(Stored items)
___

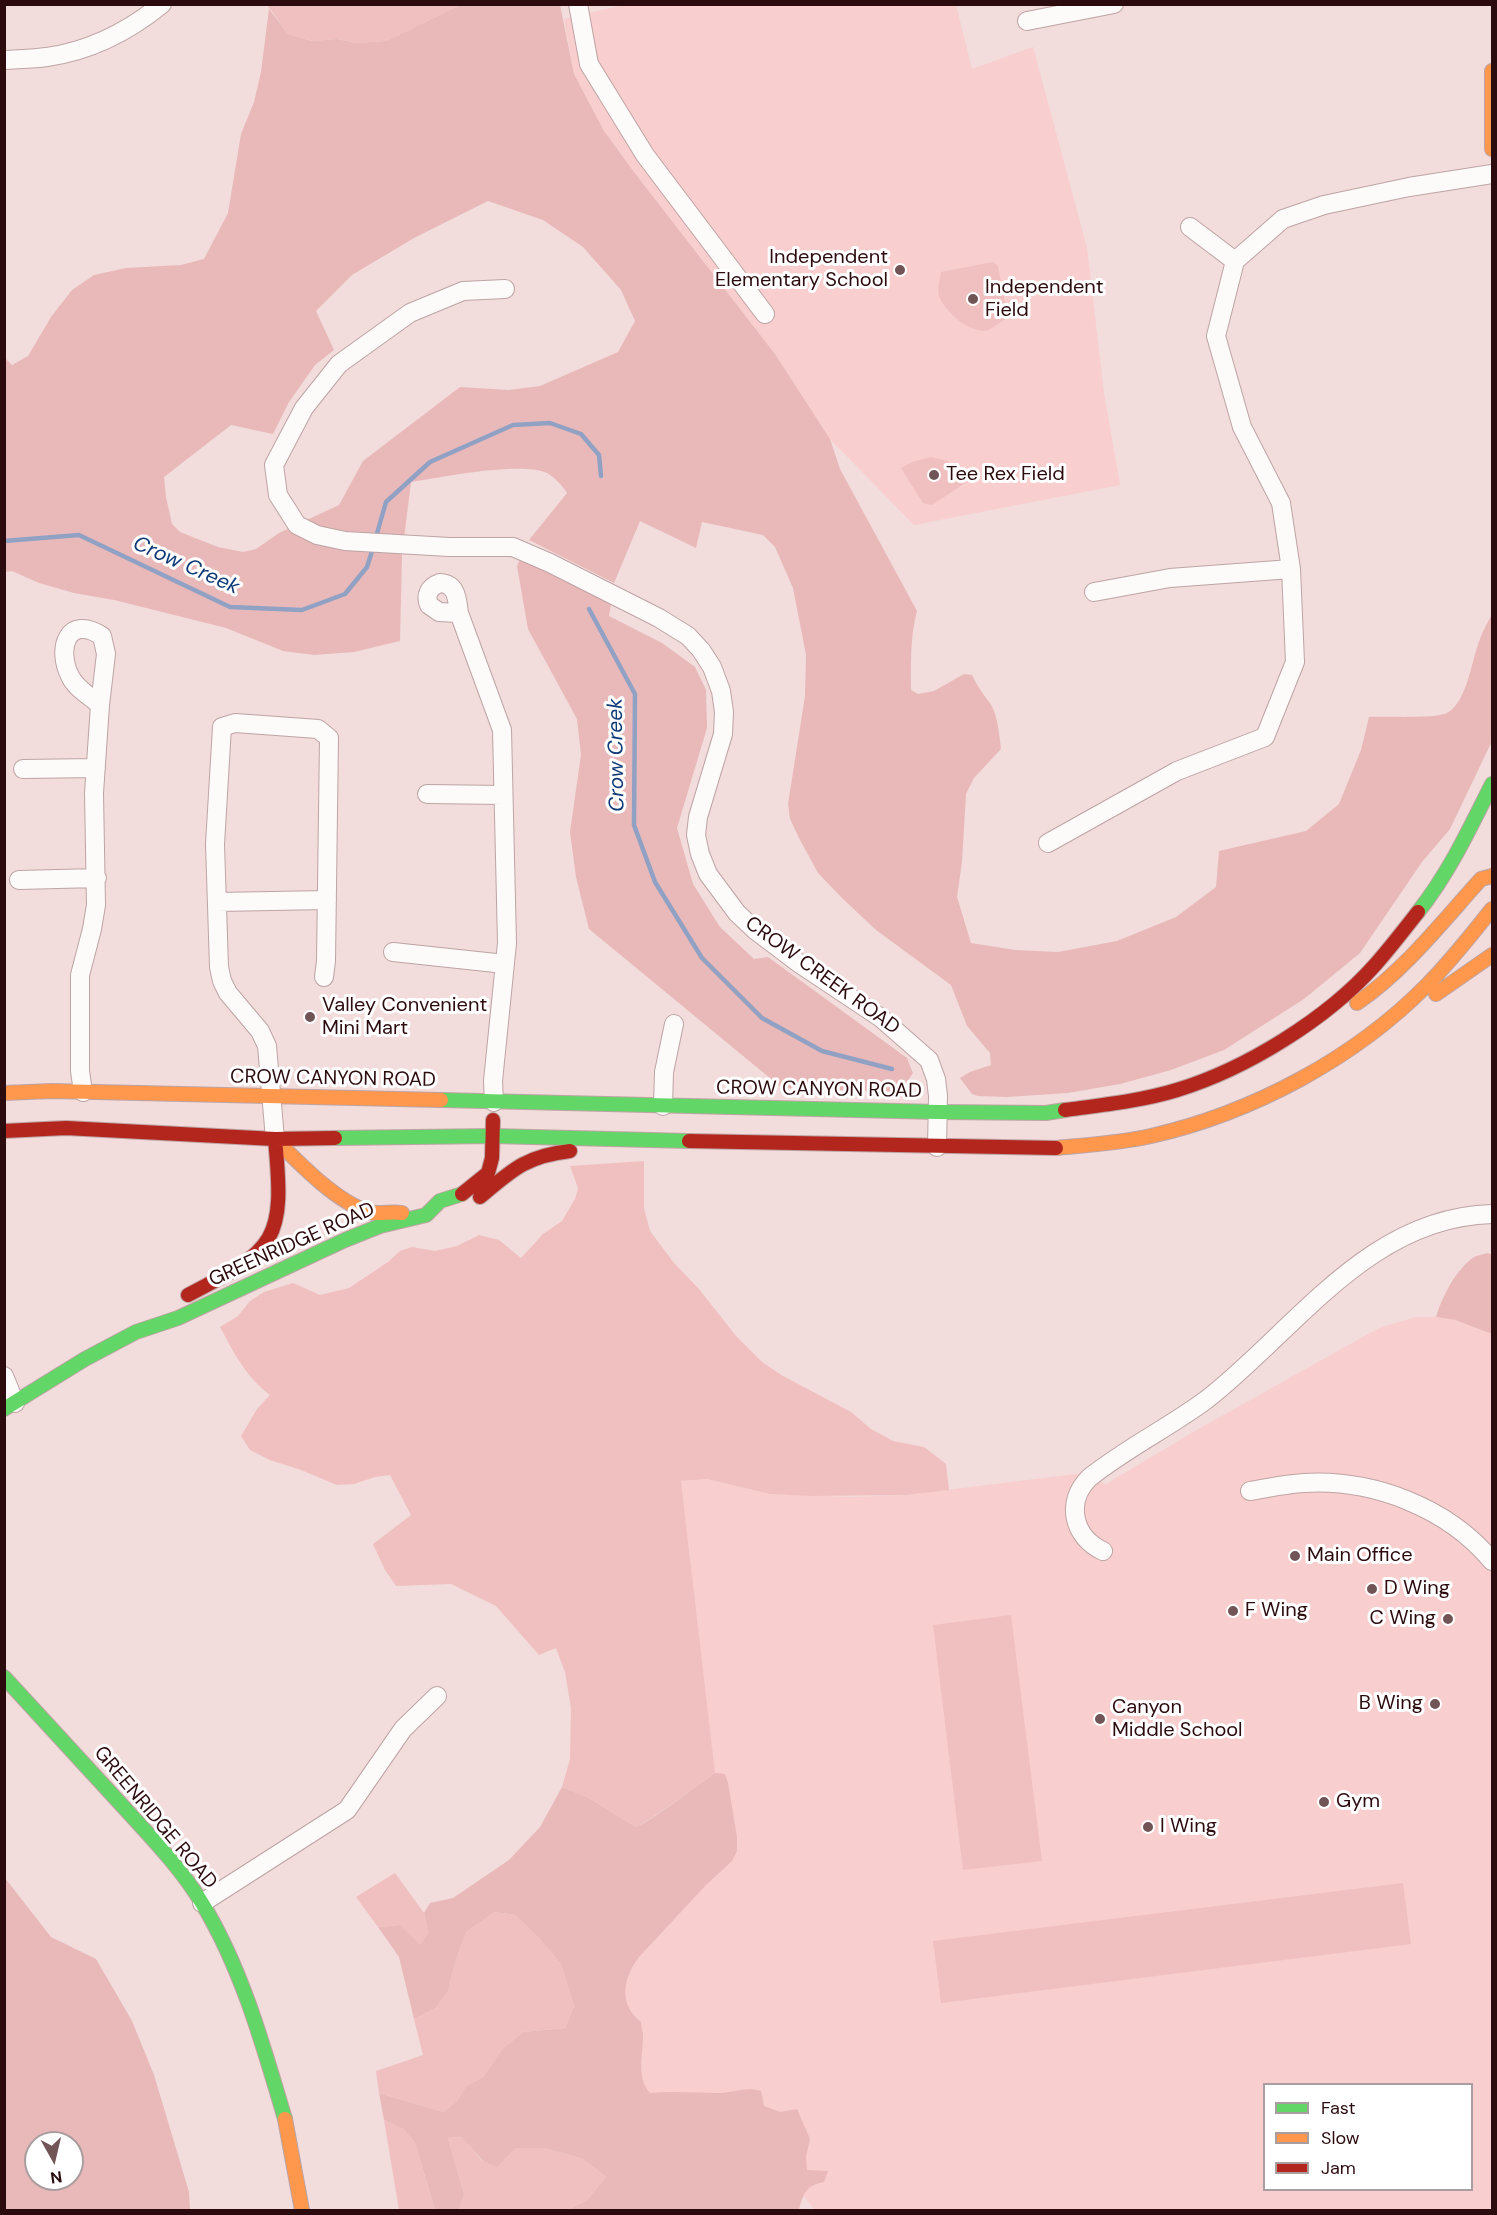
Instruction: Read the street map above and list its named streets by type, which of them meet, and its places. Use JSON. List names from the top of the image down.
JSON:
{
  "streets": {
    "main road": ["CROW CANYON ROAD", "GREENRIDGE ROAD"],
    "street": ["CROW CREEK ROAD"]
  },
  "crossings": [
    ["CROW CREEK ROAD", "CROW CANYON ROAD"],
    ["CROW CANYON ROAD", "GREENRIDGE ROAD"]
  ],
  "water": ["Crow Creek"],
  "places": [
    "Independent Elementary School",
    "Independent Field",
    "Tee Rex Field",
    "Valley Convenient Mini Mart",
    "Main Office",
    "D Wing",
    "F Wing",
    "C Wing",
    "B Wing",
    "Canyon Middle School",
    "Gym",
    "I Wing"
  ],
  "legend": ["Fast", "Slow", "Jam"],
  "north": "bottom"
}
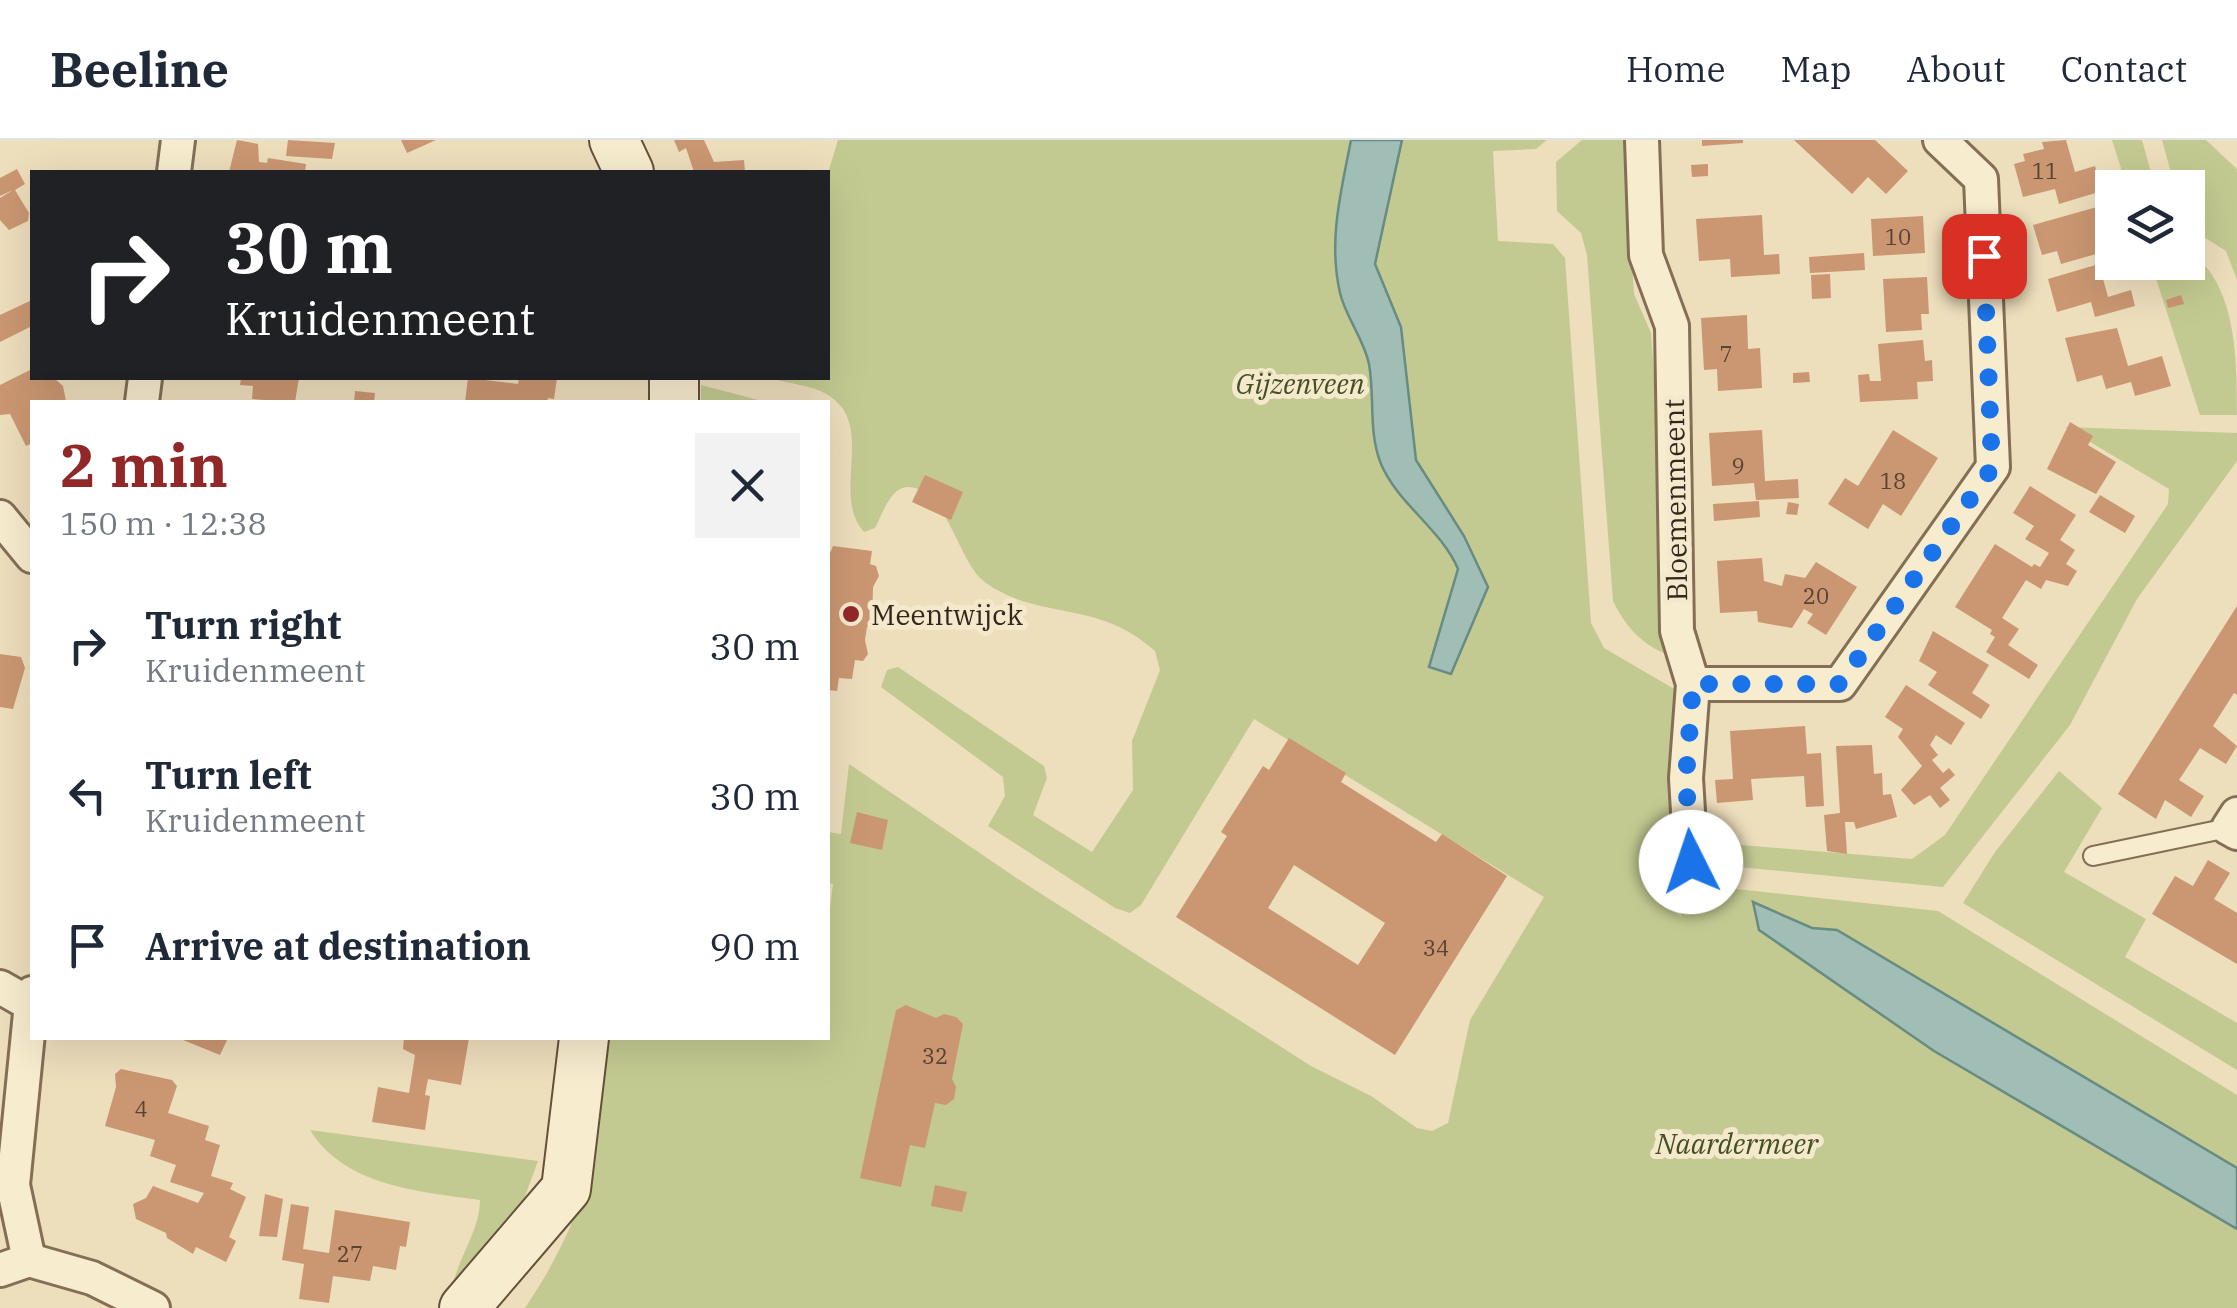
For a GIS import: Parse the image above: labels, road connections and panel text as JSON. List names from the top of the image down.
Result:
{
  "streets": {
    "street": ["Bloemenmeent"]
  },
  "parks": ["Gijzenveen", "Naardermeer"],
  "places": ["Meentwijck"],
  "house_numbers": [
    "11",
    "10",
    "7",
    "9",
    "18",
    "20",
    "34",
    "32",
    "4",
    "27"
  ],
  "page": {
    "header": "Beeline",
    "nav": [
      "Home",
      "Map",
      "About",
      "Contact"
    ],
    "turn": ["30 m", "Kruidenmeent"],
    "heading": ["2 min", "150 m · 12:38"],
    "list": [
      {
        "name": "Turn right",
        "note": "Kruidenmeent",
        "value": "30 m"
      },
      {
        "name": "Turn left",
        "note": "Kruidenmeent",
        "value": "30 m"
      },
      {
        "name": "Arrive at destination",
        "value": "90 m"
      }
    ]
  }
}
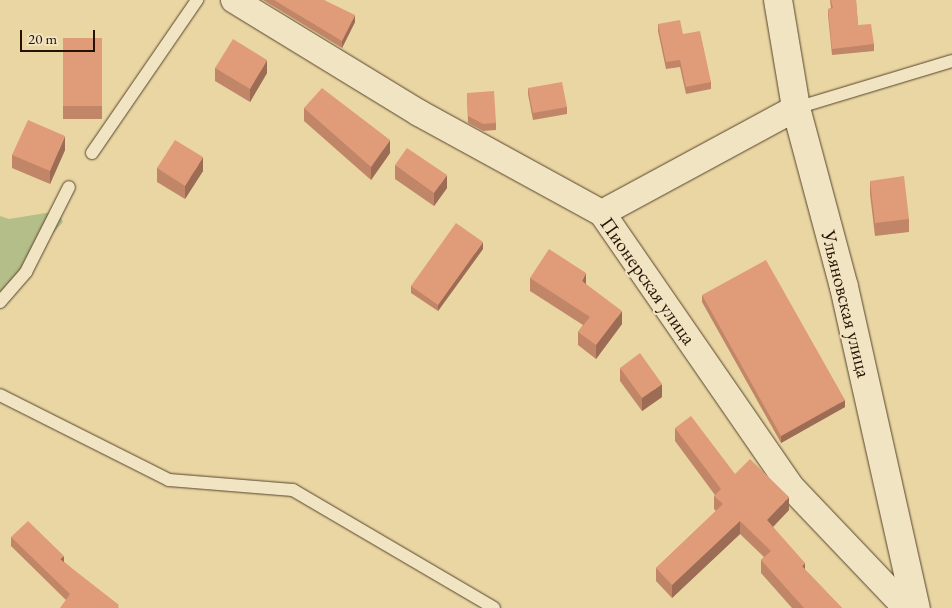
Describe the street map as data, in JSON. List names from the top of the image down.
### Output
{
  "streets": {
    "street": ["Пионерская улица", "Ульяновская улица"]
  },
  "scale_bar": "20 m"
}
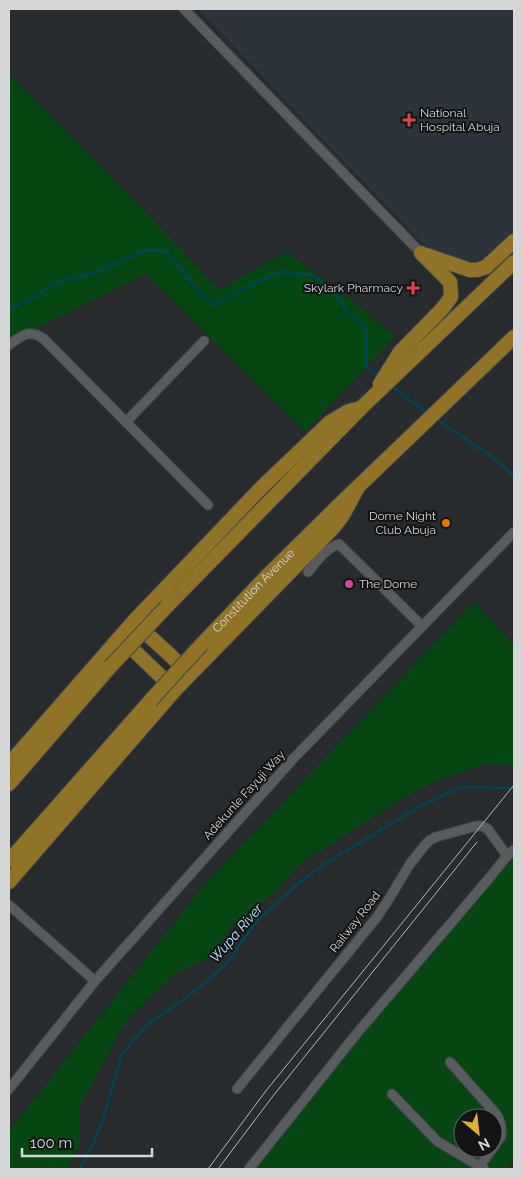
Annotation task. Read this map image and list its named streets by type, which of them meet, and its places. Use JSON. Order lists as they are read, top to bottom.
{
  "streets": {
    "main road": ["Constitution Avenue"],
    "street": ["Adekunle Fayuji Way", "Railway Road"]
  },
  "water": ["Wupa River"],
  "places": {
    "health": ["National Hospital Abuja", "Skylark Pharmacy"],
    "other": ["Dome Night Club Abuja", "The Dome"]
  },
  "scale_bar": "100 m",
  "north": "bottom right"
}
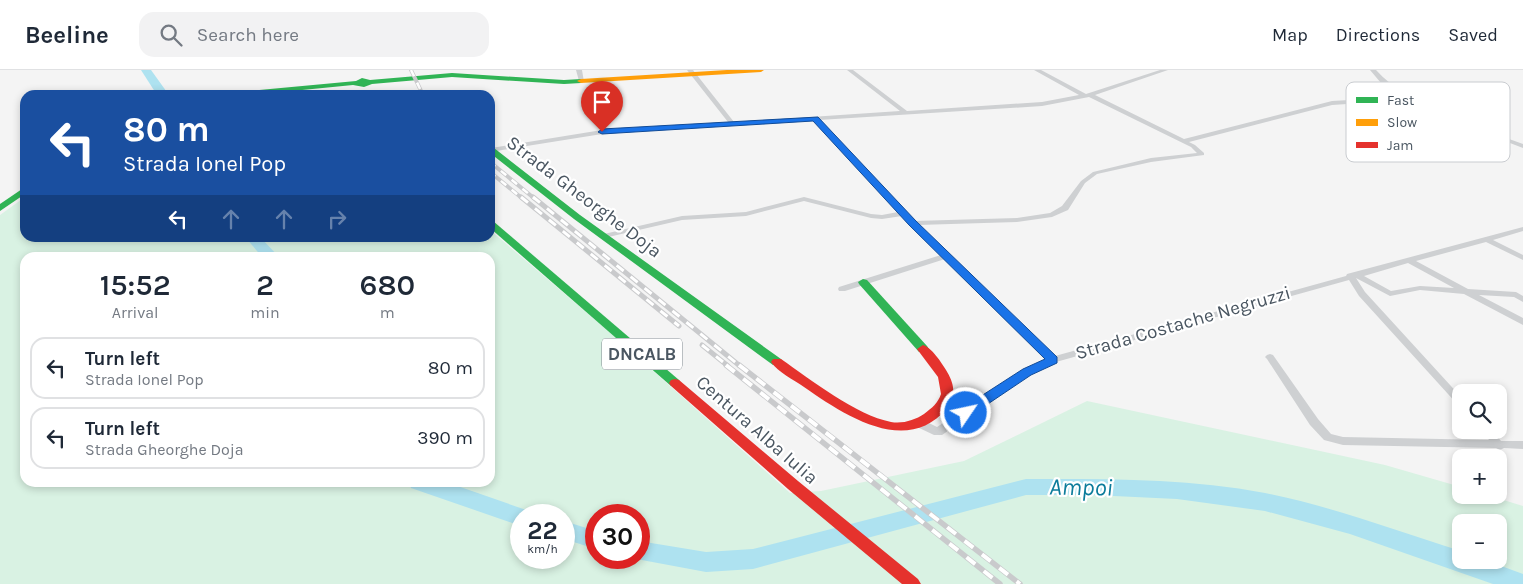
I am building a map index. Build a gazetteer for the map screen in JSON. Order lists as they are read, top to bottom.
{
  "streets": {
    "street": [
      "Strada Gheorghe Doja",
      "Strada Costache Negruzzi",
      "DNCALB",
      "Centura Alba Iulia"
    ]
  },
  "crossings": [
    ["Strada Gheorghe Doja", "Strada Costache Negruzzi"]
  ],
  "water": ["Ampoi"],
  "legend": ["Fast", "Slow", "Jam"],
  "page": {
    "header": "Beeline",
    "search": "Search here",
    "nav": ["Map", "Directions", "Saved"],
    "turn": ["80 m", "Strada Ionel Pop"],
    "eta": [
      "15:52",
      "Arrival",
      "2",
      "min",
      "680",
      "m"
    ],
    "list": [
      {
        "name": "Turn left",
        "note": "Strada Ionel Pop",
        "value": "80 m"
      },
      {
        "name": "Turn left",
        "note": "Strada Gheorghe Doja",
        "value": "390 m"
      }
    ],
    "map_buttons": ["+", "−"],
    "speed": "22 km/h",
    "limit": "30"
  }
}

___

* _YOUR ASSIGNMENT_: Copy every record exactly; no pictures.

* _COMPLETED EXERCISE_:
Instruction: Read the street map above and list its named streets by type, which of them meet, and its places. Use JSON. List names from the top of the image down.
JSON:
{
  "streets": {
    "main road": ["CROW CANYON ROAD", "GREENRIDGE ROAD"],
    "street": ["CROW CREEK ROAD"]
  },
  "crossings": [
    ["CROW CREEK ROAD", "CROW CANYON ROAD"],
    ["CROW CANYON ROAD", "GREENRIDGE ROAD"]
  ],
  "water": ["Crow Creek"],
  "places": [
    "Independent Elementary School",
    "Independent Field",
    "Tee Rex Field",
    "Valley Convenient Mini Mart",
    "Main Office",
    "D Wing",
    "F Wing",
    "C Wing",
    "B Wing",
    "Canyon Middle School",
    "Gym",
    "I Wing"
  ],
  "legend": ["Fast", "Slow", "Jam"],
  "north": "bottom"
}
For a GIS import: Parse the image above: labels, road connections and panel text as JSON. List names from the top of the image down.
Result:
{
  "streets": {
    "street": ["Bloemenmeent"]
  },
  "parks": ["Gijzenveen", "Naardermeer"],
  "places": ["Meentwijck"],
  "house_numbers": [
    "11",
    "10",
    "7",
    "9",
    "18",
    "20",
    "34",
    "32",
    "4",
    "27"
  ],
  "page": {
    "header": "Beeline",
    "nav": [
      "Home",
      "Map",
      "About",
      "Contact"
    ],
    "turn": ["30 m", "Kruidenmeent"],
    "heading": ["2 min", "150 m · 12:38"],
    "list": [
      {
        "name": "Turn right",
        "note": "Kruidenmeent",
        "value": "30 m"
      },
      {
        "name": "Turn left",
        "note": "Kruidenmeent",
        "value": "30 m"
      },
      {
        "name": "Arrive at destination",
        "value": "90 m"
      }
    ]
  }
}
Describe the street map as data, in JSON. List names from the top of the image down.
### Output
{
  "streets": {
    "street": ["Пионерская улица", "Ульяновская улица"]
  },
  "scale_bar": "20 m"
}
Annotation task. Read this map image and list its named streets by type, which of them meet, and its places. Use JSON. Order lists as they are read, top to bottom.
{
  "streets": {
    "main road": ["Constitution Avenue"],
    "street": ["Adekunle Fayuji Way", "Railway Road"]
  },
  "water": ["Wupa River"],
  "places": {
    "health": ["National Hospital Abuja", "Skylark Pharmacy"],
    "other": ["Dome Night Club Abuja", "The Dome"]
  },
  "scale_bar": "100 m",
  "north": "bottom right"
}
I am building a map index. Build a gazetteer for the map screen in JSON. Order lists as they are read, top to bottom.
{
  "streets": {
    "street": [
      "Strada Gheorghe Doja",
      "Strada Costache Negruzzi",
      "DNCALB",
      "Centura Alba Iulia"
    ]
  },
  "crossings": [
    ["Strada Gheorghe Doja", "Strada Costache Negruzzi"]
  ],
  "water": ["Ampoi"],
  "legend": ["Fast", "Slow", "Jam"],
  "page": {
    "header": "Beeline",
    "search": "Search here",
    "nav": ["Map", "Directions", "Saved"],
    "turn": ["80 m", "Strada Ionel Pop"],
    "eta": [
      "15:52",
      "Arrival",
      "2",
      "min",
      "680",
      "m"
    ],
    "list": [
      {
        "name": "Turn left",
        "note": "Strada Ionel Pop",
        "value": "80 m"
      },
      {
        "name": "Turn left",
        "note": "Strada Gheorghe Doja",
        "value": "390 m"
      }
    ],
    "map_buttons": ["+", "−"],
    "speed": "22 km/h",
    "limit": "30"
  }
}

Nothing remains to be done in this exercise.